Rapid developments in the capabilities of computing, storage, and networking components and their manufacturing techniques in the last two decades have enabled commoditization of high-performance computing. This situation has substantially lowered the entry barriers, in terms of price and complexity, for potential users to implement these components. High-performance computing systems developed using these commodity components, called clusters, have been used for solving resource-intensive problems in many domains. Clusters have become a key part of many enterprise IT systems and, in the case of Google and Amazon, the building blocks of their technology infrastructure. On a wider scale, clusters and other resources such as storage servers have been coupled to create Grids to enable distributed high-performance computing for scientific research and business applications.
So, there is an increasing demand for trained personnel to develop and manage such infrastructures and applications. Consequently, the Department of Computer Science and Software Engineering at the University of Melbourne offers a master's-level Cluster and Grid Computing course. This course focuses on the technologies to realize such high-performance network computing systems and on the programming models and tools for working with them.
The Cluster and Grid Computing course is designed for students with little or no experience in network computing. By the end of the course, we expect students to be familiar and comfortable with designing applications for cluster and Grid systems, to have a good knowledge of the challenges of working with these systems, and to be exposed to the research topics in this domain. This seemingly large gap is covered in 12 weeks through lectures, term paper and programming assignments, and a team-based project.
The course admits senior undergraduates (honors and final-year software engineering students) and master's students (mostly international students) from different programs. Owing to this diversity, ensuring that all students have a good understanding of the foundations of network and concurrent programming is important. So, we spend the first week on socket programming and multithreading. The rest of the course builds on this foundation, to focus on core topics in cluster and Grid computing.

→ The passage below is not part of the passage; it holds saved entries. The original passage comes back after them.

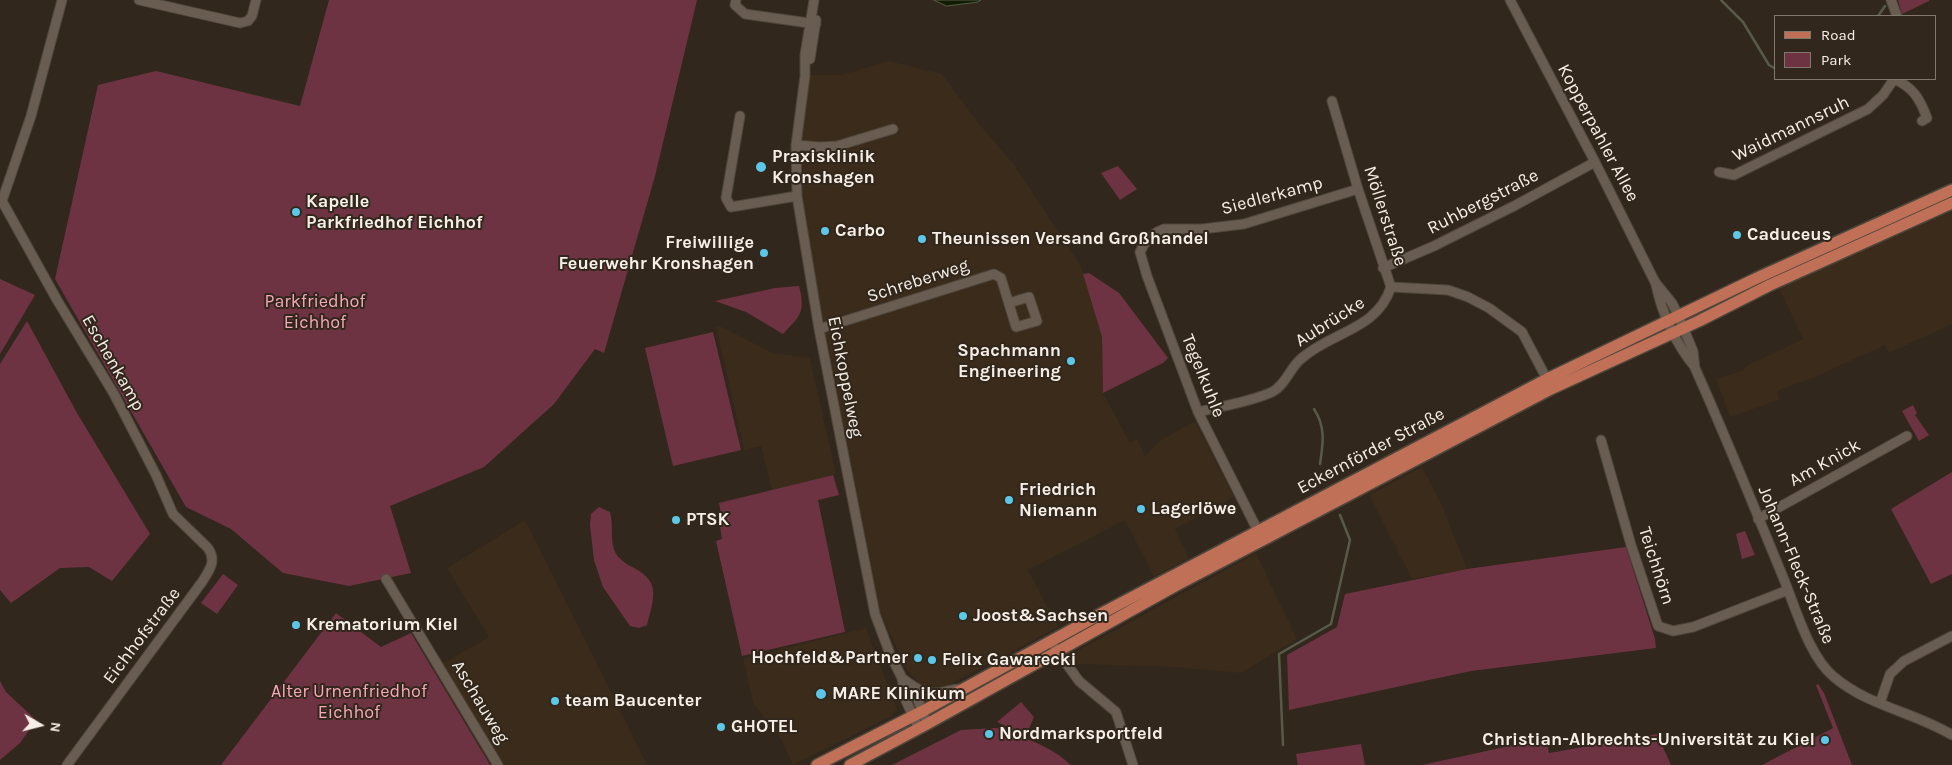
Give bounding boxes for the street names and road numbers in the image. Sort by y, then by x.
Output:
street label: Kopperpahler Allee [1553,60,1643,206]
street label: Waidmannsruh [1729,91,1853,167]
street label: Möllerstraße [1359,163,1411,269]
street label: Ruhbergstraße [1424,165,1542,239]
street label: Siedlerkamp [1219,172,1325,220]
street label: Schreberweg [864,254,972,308]
street label: Aubrücke [1291,292,1369,352]
street label: Eschenkamp [77,311,149,415]
street label: Eichkoppelweg [823,314,867,440]
street label: Tegelkuhle [1177,331,1229,421]
street label: Eckernförder Straße [1294,403,1448,499]
street label: Am Knick [1786,435,1864,491]
street label: Johann-Fleck-Straße [1753,483,1839,647]
street label: Teichhörn [1633,524,1679,608]
street label: Eichhofstraße [99,584,185,688]
street label: Aschauweg [447,656,513,748]

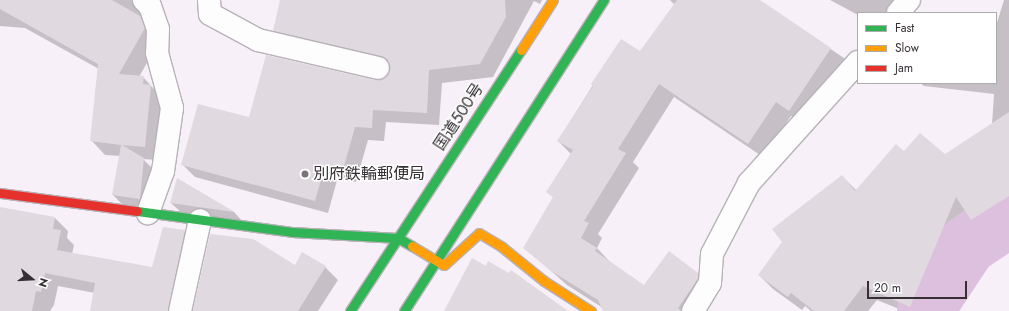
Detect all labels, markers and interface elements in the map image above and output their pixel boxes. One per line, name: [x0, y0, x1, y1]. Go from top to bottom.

Cluster-computing topics include
• an introduction to parallel systems,
• cluster architecture and single system image,
• parallel-programming paradigms,
• parallel programming with the message-passing interface (MPI), and
• resource management and scheduling in clusters.
Grid-computing topics include
• an introduction to Grids and Grid technologies;
• programming models and parallelization techniques;
• standard application development tools and paradigms such as message passing and parameter parallel programming;
• Grid security infrastructure;
• data management;
• resource management and scheduling in Grids;
• Grid economy;
• setting up a Grid, deploying Grid software and tools, and application execution; and
• application case studies.
Because no textbook covers all the course topics, we've developed a comprehensive set of lecture slides. We derived the cluster-computing part from the first few chapters of High Performance Cluster Computing
We derived the Grid-computing part mostly from our own research material 2
and that of many international colleagues. 3
Most of these papers are available online; a pointer to them is on the course Web page (for the URL, see the "Quick Facts"
The first assessment strengthens the foundation by requiring students to develop a simple, multithreaded server in Java that serves requests of remote clients for mathematical operations. This exercise introduces students with little or no experience in network-based programming to sockets and multithreaded-programming concepts, which are fundamental to network computing. Students who have basic familiarity with the foundations are assigned advanced work such as representing the messages exchanged between client and server programs in XML.
Students receive their second assignment after they become familiar with clusters and their programming using MPI. They must create a program that multiplies two matrices using the master-worker paradigm. During this assignment, they learn about important parallel-programming concepts such as dividing work between processes and managing intertask communication. The students execute their MPI programs on a shared computing cluster managed by the Grid Computing and Distributed Systems (GRIDS) Laboratory at the university, and obtain performance results.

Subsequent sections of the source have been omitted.